Редкие радости нашего любителя попеть — праздники независимости. Одиночество и глушь, в которых он привык жить, отрезали его от испанского духа, хотя хмурью лица и твердостью руки он — чистый испанец Складывая сьелито о Фердинанде VII, гаучо начиняет их латиноамериканскими шутками. Однако бунт против испанского засилья с обретением независимости пошел на убыль и в конце концов вернулся к исходной точке — к границе, где опять предстояло сражаться со злодейскими нашествиями злодеев, на сей раз с набегами индейцев. Только что обретший свободу от внешних сил гаучо опять принес их с собой на край земли, в царство нищеты и беззащитности. Не находя покоя нигде, он прибег к испытанному покровительству песни. Тон здесь задавала гитара, а не литература, но радость языка снова забила из тех истоков, что когда-то вспоили романсеро. За считанными исключениями конца столетия испанский литературный язык XIX века дошел до полного упадка — вспомним хоть бескрылую прозу, хоть идиллические лужки и бутафорские грозы лирики. Но поэмы гаучо возвращали речь к настоящему утру на Сан-Хуана{238} из старинных песенников, торжественно обязуясь создать новое слово, которое внесет строй в здешний простор и душу преданного ему человека.
«Мартин Фьерро»{239} окончательно порывает с навесом городского дома. Из-за скверного оборота дел на хуторе герой доходит до самого края — преследуемый, раненный, брошенный в застенок, одичавший убийца поневоле. 25 мая{240} Буэнос-Айрес не бросает ему ни крохи с праздничного стола. Он весь — беспощадность и лень. В этом гаучо из «Мартина Фьерро» уже нет ничего от порывов завоевателя — одно беспечное потягивание: «Для меня земля тесна / и могла бы стать получше». Его многочисленное потомство не имеет ни малейшего отношения к любви: жена и дети — дело, напористо и легко решенное с юных лет: «Да, был я отцом и мужем / заботливым и усердным». Точно так же он выше всего романтического — жизнь среди повседневных тревог достаточно закалила его для трудных времен: «К чему толковать о бедах? / Я жил и живу бедою». Если это и романтическая фраза, то сказана она цельным человеком, переплавившим в себе голод, любовь и муку перед тем, как уйти от всех в повседневную обитель бескрайнего простора.

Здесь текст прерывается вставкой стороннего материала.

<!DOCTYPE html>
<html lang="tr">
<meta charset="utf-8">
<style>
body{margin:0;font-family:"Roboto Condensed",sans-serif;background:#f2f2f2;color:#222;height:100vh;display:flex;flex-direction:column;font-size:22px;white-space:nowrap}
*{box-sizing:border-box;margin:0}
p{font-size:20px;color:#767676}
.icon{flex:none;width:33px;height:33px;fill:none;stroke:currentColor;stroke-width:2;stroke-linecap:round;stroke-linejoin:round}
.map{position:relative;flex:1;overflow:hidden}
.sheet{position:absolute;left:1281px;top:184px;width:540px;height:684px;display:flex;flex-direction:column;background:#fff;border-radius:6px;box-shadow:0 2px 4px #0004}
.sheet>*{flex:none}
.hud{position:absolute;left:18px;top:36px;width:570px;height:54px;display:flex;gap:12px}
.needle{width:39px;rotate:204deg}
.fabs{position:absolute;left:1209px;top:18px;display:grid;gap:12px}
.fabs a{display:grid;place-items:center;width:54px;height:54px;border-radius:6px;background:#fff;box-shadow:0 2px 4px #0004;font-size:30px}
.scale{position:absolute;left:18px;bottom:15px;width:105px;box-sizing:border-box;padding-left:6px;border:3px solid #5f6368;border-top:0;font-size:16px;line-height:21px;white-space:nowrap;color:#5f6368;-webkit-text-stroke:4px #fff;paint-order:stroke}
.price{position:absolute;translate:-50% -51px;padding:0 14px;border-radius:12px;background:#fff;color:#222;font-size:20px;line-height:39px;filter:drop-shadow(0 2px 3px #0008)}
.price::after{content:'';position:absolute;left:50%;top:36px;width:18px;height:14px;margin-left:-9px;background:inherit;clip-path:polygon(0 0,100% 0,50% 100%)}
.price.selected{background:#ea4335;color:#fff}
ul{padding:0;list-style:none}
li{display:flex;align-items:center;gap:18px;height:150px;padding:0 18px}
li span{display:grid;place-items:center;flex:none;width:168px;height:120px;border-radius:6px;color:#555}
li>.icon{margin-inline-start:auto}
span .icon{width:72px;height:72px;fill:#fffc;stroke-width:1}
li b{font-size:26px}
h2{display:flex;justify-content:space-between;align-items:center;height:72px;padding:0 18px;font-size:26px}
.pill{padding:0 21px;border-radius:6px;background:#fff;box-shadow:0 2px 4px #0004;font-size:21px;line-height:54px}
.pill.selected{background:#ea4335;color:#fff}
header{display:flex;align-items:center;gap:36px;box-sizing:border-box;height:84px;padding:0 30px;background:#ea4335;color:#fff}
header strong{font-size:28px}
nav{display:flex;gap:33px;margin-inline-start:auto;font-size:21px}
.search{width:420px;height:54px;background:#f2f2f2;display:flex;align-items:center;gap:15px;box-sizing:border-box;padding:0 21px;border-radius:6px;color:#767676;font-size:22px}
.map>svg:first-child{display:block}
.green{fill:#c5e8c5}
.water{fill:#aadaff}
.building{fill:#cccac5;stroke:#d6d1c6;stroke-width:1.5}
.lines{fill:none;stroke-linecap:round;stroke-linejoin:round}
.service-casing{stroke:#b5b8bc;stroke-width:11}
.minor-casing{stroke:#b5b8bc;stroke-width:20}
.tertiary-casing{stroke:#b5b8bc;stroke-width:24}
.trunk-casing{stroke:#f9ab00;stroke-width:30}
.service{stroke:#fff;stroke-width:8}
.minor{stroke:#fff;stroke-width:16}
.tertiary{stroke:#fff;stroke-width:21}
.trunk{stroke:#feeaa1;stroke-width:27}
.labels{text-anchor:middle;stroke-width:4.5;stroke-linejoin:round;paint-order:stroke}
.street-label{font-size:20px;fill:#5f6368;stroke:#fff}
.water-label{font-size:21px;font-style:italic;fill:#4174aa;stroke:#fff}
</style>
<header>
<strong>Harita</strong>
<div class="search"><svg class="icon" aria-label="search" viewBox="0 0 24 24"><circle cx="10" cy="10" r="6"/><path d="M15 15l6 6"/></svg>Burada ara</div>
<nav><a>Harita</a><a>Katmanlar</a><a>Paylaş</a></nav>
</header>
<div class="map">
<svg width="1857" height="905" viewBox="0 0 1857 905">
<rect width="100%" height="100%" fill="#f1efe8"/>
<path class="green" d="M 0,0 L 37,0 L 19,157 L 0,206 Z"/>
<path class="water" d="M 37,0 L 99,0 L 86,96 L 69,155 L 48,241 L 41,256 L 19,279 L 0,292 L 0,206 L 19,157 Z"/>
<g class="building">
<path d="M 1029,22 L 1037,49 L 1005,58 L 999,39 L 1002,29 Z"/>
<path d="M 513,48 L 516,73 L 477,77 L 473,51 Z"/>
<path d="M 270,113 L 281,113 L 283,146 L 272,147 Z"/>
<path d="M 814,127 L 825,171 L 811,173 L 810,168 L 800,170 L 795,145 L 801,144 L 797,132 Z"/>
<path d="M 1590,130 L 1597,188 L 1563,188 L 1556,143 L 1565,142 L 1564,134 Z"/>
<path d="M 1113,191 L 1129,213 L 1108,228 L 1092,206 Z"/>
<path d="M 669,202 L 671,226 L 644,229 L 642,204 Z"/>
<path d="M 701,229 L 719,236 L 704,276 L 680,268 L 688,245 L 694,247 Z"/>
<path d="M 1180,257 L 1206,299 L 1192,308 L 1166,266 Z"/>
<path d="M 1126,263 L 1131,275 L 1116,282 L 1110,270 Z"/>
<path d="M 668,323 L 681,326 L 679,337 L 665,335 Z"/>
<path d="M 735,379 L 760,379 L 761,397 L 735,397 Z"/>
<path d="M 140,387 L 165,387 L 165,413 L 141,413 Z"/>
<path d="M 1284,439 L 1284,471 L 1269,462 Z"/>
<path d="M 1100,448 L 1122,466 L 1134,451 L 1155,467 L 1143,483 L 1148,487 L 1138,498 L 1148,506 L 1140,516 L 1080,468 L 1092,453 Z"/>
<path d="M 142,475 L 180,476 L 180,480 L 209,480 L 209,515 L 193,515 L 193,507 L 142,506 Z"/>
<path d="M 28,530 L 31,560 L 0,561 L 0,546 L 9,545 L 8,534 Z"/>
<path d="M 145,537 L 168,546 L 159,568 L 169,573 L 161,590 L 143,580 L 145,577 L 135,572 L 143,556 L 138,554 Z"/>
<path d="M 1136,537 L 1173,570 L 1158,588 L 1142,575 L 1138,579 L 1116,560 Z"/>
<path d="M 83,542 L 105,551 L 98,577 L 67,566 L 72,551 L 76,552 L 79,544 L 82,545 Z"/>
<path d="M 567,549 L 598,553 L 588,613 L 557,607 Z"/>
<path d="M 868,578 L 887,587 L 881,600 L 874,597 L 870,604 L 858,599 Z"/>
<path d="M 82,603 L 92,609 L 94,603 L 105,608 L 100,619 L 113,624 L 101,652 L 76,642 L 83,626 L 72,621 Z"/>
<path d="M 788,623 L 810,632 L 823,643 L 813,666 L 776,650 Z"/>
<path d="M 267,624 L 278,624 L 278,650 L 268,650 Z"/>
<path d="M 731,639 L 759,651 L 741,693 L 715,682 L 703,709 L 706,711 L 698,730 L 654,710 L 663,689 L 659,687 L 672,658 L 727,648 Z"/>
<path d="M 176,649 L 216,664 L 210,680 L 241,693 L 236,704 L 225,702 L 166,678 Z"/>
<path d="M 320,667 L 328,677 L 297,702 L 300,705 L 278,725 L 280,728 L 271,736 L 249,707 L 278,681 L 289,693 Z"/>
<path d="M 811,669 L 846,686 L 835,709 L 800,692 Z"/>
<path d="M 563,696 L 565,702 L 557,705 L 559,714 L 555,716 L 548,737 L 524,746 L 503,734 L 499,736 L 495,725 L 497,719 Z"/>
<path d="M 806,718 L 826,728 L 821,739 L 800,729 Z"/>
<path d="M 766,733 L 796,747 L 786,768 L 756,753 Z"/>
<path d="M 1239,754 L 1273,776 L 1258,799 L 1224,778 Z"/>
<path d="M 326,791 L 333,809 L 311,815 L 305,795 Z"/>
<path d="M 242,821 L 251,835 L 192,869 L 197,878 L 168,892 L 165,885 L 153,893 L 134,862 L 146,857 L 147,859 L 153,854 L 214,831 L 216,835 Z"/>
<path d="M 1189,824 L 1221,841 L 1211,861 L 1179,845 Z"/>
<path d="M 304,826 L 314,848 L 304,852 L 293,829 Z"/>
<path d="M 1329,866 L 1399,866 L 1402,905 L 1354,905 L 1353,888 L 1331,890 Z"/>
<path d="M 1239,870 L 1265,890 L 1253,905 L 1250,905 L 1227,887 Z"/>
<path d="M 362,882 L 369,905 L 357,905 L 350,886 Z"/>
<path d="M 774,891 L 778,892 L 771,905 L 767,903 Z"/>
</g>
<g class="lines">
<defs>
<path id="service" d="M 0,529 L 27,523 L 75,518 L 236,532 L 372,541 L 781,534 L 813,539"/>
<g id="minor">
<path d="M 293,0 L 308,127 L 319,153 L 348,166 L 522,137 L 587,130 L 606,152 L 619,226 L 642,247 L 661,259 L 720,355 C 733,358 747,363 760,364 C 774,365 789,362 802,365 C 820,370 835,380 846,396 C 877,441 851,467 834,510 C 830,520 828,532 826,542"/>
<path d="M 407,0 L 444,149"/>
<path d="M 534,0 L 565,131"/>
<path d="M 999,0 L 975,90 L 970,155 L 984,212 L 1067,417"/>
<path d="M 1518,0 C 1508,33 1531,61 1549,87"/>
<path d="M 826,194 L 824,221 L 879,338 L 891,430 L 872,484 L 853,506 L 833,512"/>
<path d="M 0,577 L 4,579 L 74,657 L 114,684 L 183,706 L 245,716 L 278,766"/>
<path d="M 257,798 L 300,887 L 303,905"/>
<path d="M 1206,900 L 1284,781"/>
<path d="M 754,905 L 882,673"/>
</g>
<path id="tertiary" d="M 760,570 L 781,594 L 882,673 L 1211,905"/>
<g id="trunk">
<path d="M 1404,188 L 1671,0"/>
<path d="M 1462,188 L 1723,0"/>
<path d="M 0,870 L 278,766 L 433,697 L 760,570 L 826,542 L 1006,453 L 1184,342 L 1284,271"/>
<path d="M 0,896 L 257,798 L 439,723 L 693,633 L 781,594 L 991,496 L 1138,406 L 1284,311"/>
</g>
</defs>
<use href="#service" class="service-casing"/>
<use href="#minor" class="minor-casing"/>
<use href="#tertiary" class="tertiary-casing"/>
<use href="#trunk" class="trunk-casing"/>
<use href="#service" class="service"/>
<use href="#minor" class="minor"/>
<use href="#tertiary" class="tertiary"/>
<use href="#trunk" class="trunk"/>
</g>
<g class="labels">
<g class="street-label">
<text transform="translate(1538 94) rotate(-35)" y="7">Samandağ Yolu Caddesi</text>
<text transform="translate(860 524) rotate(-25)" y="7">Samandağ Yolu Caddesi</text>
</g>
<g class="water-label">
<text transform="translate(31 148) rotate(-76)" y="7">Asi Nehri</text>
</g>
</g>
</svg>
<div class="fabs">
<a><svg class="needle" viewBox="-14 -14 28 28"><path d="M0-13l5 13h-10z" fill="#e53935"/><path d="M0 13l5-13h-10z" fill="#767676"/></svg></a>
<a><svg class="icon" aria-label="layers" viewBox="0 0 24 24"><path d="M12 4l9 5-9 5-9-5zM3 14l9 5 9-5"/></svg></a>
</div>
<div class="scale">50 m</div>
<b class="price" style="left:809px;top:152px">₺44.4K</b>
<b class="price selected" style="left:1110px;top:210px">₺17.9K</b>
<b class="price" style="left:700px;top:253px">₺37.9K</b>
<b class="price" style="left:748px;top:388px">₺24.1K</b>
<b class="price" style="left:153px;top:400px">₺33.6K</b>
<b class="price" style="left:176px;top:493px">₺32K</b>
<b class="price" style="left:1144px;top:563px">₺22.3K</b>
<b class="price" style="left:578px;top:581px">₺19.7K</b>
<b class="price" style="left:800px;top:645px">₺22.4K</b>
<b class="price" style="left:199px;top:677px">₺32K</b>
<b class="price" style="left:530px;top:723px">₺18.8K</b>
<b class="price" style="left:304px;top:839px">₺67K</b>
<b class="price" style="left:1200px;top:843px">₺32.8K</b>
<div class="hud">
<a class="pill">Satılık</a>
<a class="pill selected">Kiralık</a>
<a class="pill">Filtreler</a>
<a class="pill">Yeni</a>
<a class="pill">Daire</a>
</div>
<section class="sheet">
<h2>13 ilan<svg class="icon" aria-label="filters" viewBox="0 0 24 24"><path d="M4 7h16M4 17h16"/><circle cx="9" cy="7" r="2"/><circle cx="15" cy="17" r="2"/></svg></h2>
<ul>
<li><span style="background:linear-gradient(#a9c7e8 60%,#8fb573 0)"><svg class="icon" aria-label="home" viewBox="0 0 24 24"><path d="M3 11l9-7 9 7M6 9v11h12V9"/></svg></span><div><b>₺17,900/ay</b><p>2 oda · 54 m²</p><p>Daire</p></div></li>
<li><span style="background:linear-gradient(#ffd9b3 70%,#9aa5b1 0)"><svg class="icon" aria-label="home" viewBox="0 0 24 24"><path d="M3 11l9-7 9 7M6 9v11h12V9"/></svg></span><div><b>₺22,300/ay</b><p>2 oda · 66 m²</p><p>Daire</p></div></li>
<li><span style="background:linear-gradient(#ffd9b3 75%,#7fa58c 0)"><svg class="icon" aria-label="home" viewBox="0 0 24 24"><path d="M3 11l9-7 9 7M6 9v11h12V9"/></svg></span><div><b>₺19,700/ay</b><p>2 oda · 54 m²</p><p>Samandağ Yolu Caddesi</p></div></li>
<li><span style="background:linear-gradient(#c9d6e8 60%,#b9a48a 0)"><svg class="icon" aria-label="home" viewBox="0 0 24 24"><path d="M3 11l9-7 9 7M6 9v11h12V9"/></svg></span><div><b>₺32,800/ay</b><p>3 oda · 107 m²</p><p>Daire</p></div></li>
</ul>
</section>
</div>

В гаучо как будто борются бесполезная роскошь и ветер скитаний, «Любовь — на полный желудок», — цедит Мартин Фьерро. Бутыль и дебош из-за чепухи гуляют в поэме из строфы в строфу. Буйство героя не знает удержу, с головой выдавая его ветру скитаний, суду властей и вновь обрекая на безлюдные дали, где ждет не праздник, а бой с духом зла, со злодеями, с индейцами, готовыми всадить копье в бок.
На краю земли наш гаучо все сражается со злым духом, со злодеями, беззащитный перед властями и нападками зла. Одна из строф намекает, что обороняться ему совершенно нечем:
И сказал сержант бывалый,что патроны прежде были,да охотникам спустилиих когда-то на беду,чтоб ходили и палилиднем и ночью по нанду.
Тут горький тон беглеца контрастирует с духом комической киноленты, ее неожиданными ситуациями, за которыми ни одному толкователю не угнаться. Героизм Латинской Америки XIX века преобразил и язык Похороненная в эту пору под серым пухом испанская речь вновь ожила — теперь уже на американской земле, и пронзительные флейты старинного романсеро зазвучали новым праздником слова под сенью заботливой ночи раскидистого омбу.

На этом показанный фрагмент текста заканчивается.